I need to check username format using a regular expression.
My username criterion is:
Must contain 1 or more letters, anywhere.
May contain any amount of numbers, anywhere.
Can contain up to 2 - or _, anywhere.
^[0-9\-_]*[a-z|A-Z]+[0-9\-_]*$ is what I was using but this will reject usernames such as 123hi123hi, or hi123hi. I need something less string location dependent.
I'm using Ruby on Rails to match strings against this.
A very inefficient Ruby function version for Rails is:
validate :check_username
def check_username
if self.username.count("-") > 2
errors.add(:username, "cannot contain more than 2 dashes")
elsif self.username.count("_") > 2
errors.add(:username, "cannot contain more than 2 underscores")
elsif self.username.count("a-zA-Z") < 1
errors.add(:username, "must contain a letter")
elsif (self.username =~ /^[0-9a-zA-Z\-_]+$/) !=0
errors.add(:username, "cannot contain special characters")
end
end
Here are two approaches you could use.
Construct a single regex
Because regular expressions are concerned with the ordering of characters in a string, one would have to construct a regular expression for each of the following combinations and then "or" those regexes into a single regex.

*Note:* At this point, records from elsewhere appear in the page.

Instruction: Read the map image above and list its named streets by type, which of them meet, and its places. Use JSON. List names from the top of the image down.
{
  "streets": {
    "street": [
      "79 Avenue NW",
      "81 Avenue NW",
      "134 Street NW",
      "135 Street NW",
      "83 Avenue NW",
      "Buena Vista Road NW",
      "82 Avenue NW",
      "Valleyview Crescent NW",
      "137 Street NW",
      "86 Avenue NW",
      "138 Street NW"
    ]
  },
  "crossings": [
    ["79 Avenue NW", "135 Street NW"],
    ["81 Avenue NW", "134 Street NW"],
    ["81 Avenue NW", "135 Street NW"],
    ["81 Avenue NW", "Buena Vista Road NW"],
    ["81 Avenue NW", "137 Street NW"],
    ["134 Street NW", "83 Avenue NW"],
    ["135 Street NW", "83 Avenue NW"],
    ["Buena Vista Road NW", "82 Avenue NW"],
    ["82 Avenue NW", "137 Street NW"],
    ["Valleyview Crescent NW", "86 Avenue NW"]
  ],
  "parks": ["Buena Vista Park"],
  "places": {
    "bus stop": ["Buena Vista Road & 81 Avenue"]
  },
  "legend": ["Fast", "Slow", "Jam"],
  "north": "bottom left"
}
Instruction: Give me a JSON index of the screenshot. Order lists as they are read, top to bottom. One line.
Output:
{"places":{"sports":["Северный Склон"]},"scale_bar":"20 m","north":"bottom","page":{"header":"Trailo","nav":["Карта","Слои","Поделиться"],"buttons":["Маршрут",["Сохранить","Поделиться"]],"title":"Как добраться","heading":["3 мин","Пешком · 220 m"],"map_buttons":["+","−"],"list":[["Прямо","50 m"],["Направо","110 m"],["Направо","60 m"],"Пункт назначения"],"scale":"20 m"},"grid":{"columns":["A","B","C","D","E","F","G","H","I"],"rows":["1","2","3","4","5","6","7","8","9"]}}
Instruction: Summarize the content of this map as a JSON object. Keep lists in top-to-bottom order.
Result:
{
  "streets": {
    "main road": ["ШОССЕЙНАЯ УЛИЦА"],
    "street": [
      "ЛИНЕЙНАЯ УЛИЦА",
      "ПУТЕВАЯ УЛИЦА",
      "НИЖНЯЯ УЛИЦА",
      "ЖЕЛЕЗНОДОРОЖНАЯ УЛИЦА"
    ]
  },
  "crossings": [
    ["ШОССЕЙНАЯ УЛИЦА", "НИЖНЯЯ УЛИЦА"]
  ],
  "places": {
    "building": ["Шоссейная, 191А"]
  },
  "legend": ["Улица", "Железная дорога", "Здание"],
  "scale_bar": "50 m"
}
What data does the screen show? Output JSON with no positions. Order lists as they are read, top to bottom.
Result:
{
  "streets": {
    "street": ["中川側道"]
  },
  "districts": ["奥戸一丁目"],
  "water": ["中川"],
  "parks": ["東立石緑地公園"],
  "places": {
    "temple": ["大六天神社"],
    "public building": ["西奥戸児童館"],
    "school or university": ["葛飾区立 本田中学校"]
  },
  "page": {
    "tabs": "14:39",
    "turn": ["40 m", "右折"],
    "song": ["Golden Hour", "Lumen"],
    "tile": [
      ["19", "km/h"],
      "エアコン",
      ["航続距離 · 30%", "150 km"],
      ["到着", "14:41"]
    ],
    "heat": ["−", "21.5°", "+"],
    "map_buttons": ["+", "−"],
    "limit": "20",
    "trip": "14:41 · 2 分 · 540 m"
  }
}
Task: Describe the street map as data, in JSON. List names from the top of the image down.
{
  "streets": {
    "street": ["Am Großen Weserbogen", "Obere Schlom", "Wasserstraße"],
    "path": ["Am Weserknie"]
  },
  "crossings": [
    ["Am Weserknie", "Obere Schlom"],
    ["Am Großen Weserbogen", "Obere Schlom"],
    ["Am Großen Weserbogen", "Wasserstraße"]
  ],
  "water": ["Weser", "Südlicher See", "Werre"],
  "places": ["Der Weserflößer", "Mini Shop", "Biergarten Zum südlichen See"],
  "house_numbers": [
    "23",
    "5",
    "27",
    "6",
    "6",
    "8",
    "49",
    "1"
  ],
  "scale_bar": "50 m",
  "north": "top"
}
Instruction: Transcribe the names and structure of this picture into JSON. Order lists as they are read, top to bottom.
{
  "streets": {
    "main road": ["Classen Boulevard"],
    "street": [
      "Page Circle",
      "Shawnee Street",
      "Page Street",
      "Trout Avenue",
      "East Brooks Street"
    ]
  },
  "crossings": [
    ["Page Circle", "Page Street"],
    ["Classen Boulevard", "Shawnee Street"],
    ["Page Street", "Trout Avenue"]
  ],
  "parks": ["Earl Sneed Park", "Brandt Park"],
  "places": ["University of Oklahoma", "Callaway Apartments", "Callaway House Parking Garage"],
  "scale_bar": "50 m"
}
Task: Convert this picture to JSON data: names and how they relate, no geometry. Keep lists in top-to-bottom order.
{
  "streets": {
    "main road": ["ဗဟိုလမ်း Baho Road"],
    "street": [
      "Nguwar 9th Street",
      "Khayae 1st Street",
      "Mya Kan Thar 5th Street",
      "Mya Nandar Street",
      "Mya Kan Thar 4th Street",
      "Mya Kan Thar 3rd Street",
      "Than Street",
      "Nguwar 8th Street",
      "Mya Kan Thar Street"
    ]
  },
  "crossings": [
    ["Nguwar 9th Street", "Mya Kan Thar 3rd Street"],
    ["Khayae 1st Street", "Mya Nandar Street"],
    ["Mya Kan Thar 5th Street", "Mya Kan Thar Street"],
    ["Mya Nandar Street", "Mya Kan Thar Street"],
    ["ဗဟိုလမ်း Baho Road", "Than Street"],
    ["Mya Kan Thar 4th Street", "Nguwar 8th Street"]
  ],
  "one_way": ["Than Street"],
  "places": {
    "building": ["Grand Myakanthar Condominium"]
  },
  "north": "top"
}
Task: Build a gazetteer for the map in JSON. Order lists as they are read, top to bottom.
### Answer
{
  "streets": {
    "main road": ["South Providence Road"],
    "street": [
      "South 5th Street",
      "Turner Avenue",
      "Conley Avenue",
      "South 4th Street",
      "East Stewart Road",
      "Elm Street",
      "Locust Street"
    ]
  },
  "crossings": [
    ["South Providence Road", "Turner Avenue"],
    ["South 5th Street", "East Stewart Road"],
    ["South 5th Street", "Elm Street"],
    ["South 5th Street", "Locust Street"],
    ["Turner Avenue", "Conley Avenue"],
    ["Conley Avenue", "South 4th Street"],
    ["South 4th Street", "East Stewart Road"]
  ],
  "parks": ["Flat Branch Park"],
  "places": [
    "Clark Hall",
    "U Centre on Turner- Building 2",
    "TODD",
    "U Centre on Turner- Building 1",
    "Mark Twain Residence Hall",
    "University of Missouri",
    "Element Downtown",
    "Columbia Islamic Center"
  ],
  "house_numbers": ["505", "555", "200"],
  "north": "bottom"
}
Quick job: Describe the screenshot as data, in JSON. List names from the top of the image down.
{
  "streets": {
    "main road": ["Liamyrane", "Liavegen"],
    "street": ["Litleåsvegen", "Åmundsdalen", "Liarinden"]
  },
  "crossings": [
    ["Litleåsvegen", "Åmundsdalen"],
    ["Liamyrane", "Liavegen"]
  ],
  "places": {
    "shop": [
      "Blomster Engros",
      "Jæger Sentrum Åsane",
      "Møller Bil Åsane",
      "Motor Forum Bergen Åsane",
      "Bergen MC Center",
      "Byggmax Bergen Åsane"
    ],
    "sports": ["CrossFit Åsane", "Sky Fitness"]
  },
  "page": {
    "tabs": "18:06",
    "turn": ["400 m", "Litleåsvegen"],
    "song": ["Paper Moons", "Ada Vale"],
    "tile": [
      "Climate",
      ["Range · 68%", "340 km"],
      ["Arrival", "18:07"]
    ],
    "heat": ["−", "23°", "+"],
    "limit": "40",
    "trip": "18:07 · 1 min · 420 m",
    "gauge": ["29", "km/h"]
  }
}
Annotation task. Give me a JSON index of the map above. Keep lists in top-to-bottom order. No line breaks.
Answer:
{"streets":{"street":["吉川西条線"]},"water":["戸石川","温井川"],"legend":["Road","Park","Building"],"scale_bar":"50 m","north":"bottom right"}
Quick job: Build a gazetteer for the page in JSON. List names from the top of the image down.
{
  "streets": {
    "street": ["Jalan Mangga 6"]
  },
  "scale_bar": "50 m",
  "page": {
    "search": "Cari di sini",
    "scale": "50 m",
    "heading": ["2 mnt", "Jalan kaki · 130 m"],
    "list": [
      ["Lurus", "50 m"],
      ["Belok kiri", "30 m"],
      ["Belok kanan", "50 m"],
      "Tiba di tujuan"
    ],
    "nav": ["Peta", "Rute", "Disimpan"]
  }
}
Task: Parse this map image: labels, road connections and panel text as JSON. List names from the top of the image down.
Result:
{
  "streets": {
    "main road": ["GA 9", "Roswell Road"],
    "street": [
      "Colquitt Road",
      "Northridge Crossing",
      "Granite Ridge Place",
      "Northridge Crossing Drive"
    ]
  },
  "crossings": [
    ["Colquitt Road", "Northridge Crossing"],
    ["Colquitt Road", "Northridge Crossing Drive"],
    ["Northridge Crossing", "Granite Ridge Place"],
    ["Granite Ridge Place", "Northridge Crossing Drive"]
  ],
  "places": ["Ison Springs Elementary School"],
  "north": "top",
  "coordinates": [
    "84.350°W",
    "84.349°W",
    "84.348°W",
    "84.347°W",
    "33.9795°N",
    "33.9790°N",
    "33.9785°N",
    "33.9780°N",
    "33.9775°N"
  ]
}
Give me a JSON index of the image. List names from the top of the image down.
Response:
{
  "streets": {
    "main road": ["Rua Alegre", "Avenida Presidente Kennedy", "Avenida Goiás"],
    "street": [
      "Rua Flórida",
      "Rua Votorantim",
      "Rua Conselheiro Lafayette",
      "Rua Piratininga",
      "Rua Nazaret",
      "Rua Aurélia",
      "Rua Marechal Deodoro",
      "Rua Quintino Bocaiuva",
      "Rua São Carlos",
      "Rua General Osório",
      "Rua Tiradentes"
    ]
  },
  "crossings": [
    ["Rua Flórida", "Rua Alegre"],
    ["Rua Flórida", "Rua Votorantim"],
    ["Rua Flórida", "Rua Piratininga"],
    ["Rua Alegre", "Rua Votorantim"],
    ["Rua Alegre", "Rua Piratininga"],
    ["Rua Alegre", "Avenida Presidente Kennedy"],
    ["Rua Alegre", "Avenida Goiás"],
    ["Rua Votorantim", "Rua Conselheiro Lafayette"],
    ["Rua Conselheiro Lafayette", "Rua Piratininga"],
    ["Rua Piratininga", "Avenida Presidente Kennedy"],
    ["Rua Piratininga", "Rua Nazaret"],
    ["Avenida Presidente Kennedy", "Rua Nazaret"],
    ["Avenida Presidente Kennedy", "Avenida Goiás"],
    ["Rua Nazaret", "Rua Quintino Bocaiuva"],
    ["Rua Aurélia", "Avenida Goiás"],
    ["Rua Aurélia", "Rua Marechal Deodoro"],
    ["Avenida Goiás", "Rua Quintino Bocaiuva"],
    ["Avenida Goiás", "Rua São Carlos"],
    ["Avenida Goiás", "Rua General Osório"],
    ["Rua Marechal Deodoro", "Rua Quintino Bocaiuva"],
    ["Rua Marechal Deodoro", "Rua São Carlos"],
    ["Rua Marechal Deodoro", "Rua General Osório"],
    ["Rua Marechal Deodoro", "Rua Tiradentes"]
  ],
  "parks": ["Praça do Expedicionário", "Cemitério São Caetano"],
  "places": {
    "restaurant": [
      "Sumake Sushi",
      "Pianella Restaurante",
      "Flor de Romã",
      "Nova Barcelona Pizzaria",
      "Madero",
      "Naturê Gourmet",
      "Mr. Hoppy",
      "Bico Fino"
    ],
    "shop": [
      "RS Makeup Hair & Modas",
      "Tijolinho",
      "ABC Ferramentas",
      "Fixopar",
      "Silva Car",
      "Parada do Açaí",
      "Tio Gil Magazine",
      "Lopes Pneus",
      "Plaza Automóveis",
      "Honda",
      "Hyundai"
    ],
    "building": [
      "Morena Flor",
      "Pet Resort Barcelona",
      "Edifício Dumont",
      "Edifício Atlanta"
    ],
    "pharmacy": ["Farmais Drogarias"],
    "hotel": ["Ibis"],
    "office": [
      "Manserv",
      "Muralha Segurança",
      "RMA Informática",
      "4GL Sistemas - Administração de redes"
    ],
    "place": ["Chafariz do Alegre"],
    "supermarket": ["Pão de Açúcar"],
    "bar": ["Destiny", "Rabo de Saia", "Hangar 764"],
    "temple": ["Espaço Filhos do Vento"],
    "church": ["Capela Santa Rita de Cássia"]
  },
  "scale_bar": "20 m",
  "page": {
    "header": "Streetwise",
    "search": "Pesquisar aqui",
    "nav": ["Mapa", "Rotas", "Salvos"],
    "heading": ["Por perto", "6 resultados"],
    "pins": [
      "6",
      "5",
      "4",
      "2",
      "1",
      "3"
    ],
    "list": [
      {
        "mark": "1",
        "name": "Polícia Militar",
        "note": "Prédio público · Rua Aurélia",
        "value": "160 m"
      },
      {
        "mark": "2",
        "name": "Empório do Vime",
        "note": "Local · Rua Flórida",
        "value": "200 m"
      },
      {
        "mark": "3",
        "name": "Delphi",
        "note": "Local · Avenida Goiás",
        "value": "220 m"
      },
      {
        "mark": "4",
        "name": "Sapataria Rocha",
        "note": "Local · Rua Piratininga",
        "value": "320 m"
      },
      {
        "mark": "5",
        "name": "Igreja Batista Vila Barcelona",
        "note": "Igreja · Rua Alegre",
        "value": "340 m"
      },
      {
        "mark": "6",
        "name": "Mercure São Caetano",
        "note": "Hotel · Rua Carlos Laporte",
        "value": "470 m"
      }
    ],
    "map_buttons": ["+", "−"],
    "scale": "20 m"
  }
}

one letter, zero hyphens, zero underscores
one letter, zero hyphens, one underscores
one letter, zero hyphens, two underscores
one letter, one hyphen, zero underscores
one letter, one hyphen, one underscore
one letter, one hyphen, two underscores
one letter, two hyphens, zero underscores
one letter, two hyphens, one underscore
one letter, two hyphens, two underscores
Digits and additional letters could appear anywhere in the username.
Let's call those regular expressions t0, t1,..., t8. The desired single, overall regular expression would be:
/#{t0}|#{t1}|...|#{t8}/
Let's consider the construction of t4 (one letter, one hyphen, one underscore).
Six possible orders are possible for this combination.
a letter, a hyphen, an underscore
a letter, an underscore, a hyphen
a hyphen, a letter, an underscore
a hyphen, an underscore, a letter
an underscore, a letter, a hyphen
an underscore, a hyphen, a letter
We would need to construct a regular expression for each of these six orders (r0, r1,..., r5) and then "or" them to obtain t4:
t4 = /#{r0}|#{r1}|#{r2}|#{r3}|#{r4}|#{r5}/
Now let's consider the construction of a regex r0 that would implement the first of these orderings (a letter, a hyphen, an underscore):
r0 = /\A[a-z0-9]*[a-z][a-z0-9]*-[a-z0-9]*_[a-z0-9]*\z/i
"3ab4-3cd_e5".match?(r0) #=> true
"3ab4-3cde5".match?(r0) #=> false (no underscore)
"34-3cd_e5".match?(r0) #=> false (no letter before the hyphen)
"3ab4_3cd-e5".match?(r0) #=> false (underscore precedes hyphen)
Construction of each of the other five ri's would be similar.
We would then need to compute ti for each of the eight combination other than the fifth one. t0 (one letter, zero hyphens, zero underscores) is easy:
t0 = /\A[a-z0-9]*[a-z][a-z0-9]*\z/i
By contrast, t8 (one letter, two hyphens, two underscores) would be a much longer regex than t4 (considered above), as a regular expression would have to be hand-crafted for each of 5!/(2!*2!) #=> 30 orderings (r0, r1,..., r29).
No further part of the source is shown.